バーリングはそれはヒトの社会生活上の淘汰圧に違いないとし,情報伝達という考え方に対して,言語はそのためには複雑すぎコストが高いものであること,また情報伝達が基本であれば,クレブスとドーキンスが主張したような操作の問題から言語が今あるような体系にはなっていないだろうこと,さらに実際の場面では皆発話を争っていることから,何らかの競争が背景にあるという考え方をとる.そしてまず,ダンバーの説を紹介した後,ネットワーク作りと,自分が有能であることを宣伝することによって社会的地位の競争という淘汰圧と,ミラーのいう性淘汰の考え方を紹介している.適応の問題についてはこれまで出された説得力のある仮説を要領よくまとめている.


最後の考察は言語が与えた影響について.

バーリングは言語は文明の発達にとっての前適応だったという議論を行っている.入り組んだ社会の見取り図を作り,込み入った協力や競争をすることが可能になったことで言語は心の使い方を変えたのだという議論だ.さらに暦や神話の成立などの影響も与えただろうと考察されている.また意識が言語によっているという考え方は否定している.最後に我々は何故読み書き能力をユニーバーサルとして持っているのかという疑問が提出されている.確かに識字能力だけ失う症例があることから読み書き能力は言語能力から自動的に出てくるものではない.バーリングはこの疑問に答えていないが,これは確かに興味深い問題提起だ.
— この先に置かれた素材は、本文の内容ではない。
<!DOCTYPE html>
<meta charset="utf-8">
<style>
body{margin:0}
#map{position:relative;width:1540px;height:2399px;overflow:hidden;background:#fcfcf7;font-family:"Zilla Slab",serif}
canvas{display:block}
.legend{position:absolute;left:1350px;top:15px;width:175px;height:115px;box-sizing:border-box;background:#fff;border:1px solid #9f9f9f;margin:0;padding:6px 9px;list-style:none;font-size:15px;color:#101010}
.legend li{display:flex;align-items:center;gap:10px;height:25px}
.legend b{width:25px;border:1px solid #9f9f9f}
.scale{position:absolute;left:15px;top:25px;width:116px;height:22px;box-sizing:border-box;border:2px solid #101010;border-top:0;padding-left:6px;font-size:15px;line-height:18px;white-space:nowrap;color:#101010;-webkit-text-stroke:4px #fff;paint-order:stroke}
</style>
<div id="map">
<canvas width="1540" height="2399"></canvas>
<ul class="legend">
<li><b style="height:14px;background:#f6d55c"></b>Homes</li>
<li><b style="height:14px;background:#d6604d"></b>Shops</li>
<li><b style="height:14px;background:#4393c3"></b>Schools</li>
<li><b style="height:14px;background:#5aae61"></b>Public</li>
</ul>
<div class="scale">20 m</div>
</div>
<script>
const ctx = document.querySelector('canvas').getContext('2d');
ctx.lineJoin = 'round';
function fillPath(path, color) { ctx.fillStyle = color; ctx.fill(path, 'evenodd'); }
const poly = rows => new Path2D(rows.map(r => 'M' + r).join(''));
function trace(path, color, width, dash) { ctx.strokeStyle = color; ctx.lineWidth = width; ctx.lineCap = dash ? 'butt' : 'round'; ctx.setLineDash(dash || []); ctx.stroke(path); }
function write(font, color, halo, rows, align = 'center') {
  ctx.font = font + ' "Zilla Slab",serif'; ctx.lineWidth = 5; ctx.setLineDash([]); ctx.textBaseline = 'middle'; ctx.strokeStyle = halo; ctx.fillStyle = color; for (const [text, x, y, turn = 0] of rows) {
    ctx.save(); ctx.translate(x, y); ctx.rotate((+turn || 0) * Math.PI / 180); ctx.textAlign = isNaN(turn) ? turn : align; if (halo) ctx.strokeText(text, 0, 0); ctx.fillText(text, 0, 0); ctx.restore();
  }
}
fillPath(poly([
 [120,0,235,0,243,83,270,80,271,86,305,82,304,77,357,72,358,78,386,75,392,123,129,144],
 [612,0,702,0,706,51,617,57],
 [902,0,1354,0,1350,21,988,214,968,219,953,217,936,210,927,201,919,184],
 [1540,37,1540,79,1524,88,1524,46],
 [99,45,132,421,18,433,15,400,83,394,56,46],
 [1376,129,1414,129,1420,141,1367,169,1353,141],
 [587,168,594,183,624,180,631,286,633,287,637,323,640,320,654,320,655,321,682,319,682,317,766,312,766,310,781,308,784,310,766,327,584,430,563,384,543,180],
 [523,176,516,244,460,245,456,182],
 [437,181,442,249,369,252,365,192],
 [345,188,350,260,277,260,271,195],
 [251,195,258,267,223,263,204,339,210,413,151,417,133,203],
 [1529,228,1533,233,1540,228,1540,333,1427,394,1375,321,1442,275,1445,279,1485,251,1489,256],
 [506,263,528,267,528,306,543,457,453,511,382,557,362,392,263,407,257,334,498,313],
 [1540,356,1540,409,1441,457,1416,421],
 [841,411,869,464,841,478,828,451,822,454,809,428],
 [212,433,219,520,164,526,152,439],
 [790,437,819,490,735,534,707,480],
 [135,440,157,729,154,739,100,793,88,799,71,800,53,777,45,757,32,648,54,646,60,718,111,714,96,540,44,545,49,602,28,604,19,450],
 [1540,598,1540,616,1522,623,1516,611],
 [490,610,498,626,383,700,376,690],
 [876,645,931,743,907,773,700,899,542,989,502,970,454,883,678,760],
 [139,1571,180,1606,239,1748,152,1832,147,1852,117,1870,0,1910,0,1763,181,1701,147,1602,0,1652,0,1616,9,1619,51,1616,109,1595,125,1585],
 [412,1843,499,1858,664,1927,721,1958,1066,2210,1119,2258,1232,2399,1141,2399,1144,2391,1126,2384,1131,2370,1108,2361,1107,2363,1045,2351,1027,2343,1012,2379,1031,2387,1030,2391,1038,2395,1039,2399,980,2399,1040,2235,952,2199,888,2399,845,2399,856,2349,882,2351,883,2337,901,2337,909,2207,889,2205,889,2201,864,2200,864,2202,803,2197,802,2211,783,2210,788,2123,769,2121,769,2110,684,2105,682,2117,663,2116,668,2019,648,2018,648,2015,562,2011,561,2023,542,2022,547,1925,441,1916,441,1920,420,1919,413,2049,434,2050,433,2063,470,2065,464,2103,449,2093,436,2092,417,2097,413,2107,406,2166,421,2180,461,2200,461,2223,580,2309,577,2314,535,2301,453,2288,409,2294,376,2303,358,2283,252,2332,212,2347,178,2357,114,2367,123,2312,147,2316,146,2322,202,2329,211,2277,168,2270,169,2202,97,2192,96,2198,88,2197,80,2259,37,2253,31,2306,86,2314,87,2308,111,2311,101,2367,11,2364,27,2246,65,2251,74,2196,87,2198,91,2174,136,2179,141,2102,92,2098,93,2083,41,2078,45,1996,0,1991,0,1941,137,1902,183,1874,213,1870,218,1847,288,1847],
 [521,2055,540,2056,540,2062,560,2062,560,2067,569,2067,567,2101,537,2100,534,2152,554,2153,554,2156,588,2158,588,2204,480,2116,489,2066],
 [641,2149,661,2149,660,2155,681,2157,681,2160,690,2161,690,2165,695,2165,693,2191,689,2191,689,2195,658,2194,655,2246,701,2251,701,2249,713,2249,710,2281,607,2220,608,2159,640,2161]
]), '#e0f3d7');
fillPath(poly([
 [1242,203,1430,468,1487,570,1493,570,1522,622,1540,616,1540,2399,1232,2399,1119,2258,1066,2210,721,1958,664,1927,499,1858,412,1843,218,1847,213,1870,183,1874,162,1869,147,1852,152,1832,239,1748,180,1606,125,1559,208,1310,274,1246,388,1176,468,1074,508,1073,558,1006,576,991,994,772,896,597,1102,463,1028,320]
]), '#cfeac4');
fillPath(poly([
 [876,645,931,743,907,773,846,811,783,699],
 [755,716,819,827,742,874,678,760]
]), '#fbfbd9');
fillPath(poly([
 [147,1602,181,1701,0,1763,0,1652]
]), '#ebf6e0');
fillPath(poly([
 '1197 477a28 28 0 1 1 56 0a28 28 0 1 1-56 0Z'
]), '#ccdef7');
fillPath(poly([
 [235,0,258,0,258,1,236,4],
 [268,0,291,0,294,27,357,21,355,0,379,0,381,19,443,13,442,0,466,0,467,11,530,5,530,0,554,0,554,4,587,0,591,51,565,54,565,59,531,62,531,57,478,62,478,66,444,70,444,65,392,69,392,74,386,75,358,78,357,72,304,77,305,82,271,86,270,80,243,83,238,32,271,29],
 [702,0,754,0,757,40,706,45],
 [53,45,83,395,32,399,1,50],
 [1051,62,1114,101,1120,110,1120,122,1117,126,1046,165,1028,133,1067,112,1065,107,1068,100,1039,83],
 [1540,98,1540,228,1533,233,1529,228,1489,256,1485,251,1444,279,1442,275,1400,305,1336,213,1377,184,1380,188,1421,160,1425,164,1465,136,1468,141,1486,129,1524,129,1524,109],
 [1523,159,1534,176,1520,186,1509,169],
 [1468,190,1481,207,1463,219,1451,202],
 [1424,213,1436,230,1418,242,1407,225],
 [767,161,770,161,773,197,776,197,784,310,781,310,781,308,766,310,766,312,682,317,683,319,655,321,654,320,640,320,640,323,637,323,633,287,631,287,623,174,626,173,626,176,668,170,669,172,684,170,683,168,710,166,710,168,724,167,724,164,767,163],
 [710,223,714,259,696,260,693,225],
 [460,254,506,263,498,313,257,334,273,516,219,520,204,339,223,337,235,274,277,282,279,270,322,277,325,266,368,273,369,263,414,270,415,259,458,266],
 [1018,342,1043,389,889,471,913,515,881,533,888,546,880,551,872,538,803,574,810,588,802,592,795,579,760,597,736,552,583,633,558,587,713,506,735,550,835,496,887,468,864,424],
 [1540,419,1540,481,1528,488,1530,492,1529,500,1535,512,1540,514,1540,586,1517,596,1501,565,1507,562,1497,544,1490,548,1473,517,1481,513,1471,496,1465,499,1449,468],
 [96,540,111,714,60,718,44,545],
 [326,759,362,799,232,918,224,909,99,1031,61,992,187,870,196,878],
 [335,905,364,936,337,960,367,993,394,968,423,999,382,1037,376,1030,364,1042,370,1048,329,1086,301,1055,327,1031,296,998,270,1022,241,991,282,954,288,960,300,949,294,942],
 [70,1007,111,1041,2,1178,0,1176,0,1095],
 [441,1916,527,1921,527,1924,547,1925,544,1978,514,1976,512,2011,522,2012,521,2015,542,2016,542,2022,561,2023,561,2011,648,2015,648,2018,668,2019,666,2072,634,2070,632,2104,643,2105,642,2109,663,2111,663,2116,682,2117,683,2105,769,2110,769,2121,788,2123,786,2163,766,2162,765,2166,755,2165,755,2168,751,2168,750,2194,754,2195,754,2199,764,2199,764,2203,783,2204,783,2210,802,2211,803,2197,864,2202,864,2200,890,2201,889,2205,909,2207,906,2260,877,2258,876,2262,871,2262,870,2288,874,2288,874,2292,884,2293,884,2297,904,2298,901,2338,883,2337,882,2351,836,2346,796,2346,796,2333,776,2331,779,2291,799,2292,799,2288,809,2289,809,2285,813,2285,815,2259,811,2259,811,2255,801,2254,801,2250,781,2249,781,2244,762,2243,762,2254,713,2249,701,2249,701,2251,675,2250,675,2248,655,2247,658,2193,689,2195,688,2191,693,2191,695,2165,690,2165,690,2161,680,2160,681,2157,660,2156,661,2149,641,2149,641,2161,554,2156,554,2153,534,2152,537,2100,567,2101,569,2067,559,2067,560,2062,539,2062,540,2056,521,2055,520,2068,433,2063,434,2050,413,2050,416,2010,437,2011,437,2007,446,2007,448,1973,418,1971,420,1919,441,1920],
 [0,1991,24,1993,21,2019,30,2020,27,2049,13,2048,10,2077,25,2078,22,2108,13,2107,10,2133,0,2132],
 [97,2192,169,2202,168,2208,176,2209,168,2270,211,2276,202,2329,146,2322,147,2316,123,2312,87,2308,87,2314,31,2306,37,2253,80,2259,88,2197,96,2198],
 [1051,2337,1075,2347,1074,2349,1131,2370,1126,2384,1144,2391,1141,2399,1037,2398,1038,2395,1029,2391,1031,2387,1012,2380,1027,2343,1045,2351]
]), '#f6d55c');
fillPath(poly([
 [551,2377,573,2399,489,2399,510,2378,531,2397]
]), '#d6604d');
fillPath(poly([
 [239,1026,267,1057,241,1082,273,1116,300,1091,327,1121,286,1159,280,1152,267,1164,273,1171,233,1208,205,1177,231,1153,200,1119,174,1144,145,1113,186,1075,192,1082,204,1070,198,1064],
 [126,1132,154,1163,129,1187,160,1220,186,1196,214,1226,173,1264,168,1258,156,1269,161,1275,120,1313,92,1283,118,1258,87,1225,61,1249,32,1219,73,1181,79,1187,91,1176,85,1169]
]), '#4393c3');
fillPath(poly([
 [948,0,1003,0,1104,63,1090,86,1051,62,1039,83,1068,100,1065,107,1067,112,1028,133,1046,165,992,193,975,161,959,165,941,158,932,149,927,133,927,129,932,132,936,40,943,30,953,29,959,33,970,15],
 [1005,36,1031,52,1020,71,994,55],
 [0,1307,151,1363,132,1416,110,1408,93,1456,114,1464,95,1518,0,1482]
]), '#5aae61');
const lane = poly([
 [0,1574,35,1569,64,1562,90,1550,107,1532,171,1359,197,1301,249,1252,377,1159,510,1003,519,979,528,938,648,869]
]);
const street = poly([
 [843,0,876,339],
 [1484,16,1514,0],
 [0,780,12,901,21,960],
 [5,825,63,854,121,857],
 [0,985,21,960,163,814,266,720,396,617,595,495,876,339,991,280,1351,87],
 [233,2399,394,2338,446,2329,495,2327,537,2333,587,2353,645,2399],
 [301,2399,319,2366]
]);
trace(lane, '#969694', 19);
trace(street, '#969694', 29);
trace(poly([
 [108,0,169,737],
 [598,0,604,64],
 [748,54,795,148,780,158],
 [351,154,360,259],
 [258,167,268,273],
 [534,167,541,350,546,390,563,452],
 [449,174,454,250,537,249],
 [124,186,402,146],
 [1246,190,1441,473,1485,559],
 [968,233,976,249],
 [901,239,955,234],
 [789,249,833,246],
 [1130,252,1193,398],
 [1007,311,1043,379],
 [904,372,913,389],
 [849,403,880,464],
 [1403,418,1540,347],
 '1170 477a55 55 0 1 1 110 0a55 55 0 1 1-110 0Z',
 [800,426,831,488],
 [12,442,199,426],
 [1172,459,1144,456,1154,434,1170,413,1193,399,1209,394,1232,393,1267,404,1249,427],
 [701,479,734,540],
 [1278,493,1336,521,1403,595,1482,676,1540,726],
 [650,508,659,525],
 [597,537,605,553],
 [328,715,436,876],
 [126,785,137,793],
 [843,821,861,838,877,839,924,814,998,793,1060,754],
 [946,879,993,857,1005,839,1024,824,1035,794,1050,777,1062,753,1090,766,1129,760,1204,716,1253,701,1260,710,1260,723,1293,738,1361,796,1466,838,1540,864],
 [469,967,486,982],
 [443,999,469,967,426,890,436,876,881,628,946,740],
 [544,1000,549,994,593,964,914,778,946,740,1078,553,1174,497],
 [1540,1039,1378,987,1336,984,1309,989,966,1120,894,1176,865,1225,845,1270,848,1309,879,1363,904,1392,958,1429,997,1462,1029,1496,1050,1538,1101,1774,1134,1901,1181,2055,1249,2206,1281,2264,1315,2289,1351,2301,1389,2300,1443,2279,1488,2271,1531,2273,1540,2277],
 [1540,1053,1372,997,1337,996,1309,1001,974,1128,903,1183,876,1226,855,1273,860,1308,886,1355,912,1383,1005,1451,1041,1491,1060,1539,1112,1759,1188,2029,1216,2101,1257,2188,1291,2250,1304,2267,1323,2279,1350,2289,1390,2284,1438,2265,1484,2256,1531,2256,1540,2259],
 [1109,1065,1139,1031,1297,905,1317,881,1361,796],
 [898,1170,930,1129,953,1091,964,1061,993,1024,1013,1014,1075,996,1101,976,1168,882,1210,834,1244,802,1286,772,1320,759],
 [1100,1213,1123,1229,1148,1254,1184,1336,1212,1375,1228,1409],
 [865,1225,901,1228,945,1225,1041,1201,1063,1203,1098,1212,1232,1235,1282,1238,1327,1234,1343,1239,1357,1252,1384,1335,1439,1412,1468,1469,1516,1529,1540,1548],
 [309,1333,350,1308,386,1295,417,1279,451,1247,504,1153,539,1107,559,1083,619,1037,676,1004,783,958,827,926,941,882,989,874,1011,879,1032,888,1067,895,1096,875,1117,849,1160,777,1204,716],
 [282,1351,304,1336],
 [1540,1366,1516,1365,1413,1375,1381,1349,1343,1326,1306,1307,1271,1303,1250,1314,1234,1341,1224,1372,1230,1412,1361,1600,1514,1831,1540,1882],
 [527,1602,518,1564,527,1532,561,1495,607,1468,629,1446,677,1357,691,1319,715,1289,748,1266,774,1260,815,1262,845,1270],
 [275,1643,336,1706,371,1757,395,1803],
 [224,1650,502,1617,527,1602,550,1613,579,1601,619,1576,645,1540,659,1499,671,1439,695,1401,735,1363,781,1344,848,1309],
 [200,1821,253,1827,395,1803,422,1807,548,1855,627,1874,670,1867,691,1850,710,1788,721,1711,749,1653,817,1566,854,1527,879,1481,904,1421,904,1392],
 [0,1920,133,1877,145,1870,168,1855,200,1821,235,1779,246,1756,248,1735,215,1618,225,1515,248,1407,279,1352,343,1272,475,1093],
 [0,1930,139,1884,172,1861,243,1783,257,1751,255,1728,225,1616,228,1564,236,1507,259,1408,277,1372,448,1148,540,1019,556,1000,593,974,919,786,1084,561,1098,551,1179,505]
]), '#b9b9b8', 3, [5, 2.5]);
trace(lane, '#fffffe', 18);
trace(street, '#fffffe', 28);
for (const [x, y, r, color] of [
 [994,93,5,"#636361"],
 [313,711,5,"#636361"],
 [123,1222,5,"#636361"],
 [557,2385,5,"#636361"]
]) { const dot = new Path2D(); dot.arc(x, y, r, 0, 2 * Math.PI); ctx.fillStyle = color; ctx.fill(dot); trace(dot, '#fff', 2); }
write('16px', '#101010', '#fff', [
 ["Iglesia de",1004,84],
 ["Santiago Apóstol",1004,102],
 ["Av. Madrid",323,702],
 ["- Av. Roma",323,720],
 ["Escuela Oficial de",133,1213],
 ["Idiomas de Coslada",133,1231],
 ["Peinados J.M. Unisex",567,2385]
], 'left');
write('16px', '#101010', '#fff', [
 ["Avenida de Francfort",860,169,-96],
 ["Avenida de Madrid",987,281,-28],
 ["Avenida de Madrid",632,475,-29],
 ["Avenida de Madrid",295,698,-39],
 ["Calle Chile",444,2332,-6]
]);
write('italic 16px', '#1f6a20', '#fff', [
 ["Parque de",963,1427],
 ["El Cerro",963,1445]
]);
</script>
本書はカバーがださいのがちょっと残念だ,私も最初に手に取るときにはちょっと引いてしまった.しかし中身はいろいろな仮説にきちんと目配りしつつ,なおかつ著者独自の考え方の筋を通して,バランスのとれた内容をわかりやすく平易に書いている.言語進化に興味のある人には現段階のまとめとしても推薦できるものだと思う.